Review vom 14.11.2013


René Francke
Mit zwei extrem tiefgestimmten Gitarren, dafür ohne Bass - den man aber auch nicht wirklich vermisst - und einem Schlagzeug, bezeichnen die drei Kerle von Peoples Temper ihre Musik als »degentrifizierenden Wüsten-Rock«. Moment, wat?! Degentrifizieren? Ach so, die Herren aus dem Hessenland meinen, den Spieß der Gentrifizierung einfach umzudrehen? Quasi den an das musikalische Spießertum verlorenen Kiez zurückzuerobern, verstehe ich das richtig? Auf ihrem zweiten Album "Statement Of Liberty" rücken Peoples Temper mit schwerem und lautem Desert Rock-Baugerät an, lassen die Erde erzittern, reißen wirkungsvoll die allzu kitschigen Villen der Yuppies ab und richten sich freudestrahlend wieder häuslich in ihrer neuen alten Hood ein.
Das Trio Peoples Temper kommt aus Frankfurt am Main. Gitarrist und Sänger Jan Jakob Biermann (auch liebevoll 'Der Biermann' genannt) war einst Roadie bei der hessischen Thrash-Combo Tankard. Seit 2008 hat er zusammen mit den Brüdern Florian Matthias und Johannes Melchior Aeppli seine eigene Band. Die CD-Version von "Statement Of Liberty" umfasst dreizehn Songs, während Vinyl-Liebhaber noch zwei weitere Stücke ("Nachtschicht" und "Give It A Shot") geboten bekommen. Wenn man es sich einfach machen will, kann man die Scheibe des Hessentrios in der Tat im Bereich Desert Rock einordnen. Doch wie so oft bei der Klassifizierung des Musikstils eines Künstlers entpuppt sich diese Aufgabe auch bei Peoples Temper als schwierig. Vielmehr kredenzen die drei Frankfurter jede Menge Stoner Rock mit Schiffsladungen voll an Fuzz, Gitarrenwänden so majestätisch wie der gesamte Himalaya und einem massiven Fundament aus Noise Rock, errichtet auf dem fruchtbaren Boden des Blues Rock.

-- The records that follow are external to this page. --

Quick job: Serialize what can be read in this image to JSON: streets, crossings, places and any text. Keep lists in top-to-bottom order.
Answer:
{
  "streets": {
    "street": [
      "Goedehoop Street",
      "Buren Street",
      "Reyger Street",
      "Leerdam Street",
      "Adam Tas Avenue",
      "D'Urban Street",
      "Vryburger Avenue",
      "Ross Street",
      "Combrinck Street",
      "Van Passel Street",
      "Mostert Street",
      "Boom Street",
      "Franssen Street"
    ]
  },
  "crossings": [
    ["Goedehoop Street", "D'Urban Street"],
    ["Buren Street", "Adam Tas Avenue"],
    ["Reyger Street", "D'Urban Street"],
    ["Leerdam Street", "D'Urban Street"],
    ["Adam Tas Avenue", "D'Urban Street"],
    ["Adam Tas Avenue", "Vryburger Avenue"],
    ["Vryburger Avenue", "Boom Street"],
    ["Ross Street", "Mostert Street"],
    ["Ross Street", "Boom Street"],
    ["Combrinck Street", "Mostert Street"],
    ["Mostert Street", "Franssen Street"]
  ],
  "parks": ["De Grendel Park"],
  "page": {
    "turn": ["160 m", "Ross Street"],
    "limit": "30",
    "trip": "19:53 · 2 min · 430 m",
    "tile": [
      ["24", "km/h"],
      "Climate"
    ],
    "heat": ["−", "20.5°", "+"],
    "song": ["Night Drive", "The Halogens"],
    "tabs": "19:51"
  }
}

Das Album eröffnet mit einem hell gesprenkelten Glitzersound, man wähnt sich an der Himmelspforte, an der man sogleich von einer umschmeichelnden Engelsstimme empfangen wird. Alles Illusion. Denn kurz darauf wird man mit Überdruck von seiner fluffigen Wolke in die infernale Tiefe des Noise Rocks gerissen. Sieht man mal von den paar 'Ah-Hah'-Gesängen im Opener "Liberty" ab, beginnt das Album rein instrumental und mit einem wahrlich klaren Statement: Schmissiger Stoner Rock ist unsere Religion, friss das oder friss Staub. Hallelu-jaaaa!
Dagegen riecht das darauffolgende "The Wave" doch gewaltig nach Placebo, schenkt dem Hörer aber - dem Himmel sei Dank - wesentlich mehr Schmutz ein. "Liquor King" versengt die Erde, tänzelt aber in der Strophe mit Tamburin, heller Gitarrenmelodie und sanftem Gesang wie der leibhaftige Pop-Wolf im Schafspelz, der sich in der Bridge holprig entkleidet, um im Refrain zähnefletschend wieder drauflos zu sprinten und einen derart heftig tosenden Klangsturm zu entfachen, dass mir um meine Musikanlage Angst und Bange wird. Wird sie diesen verführerischen Kräften standhalten können? Das kolossale "Get Ready" rockt und rollt und 'fuzzt' gleichermaßen betörend, man möchte unverzüglich ein Moshpit sein.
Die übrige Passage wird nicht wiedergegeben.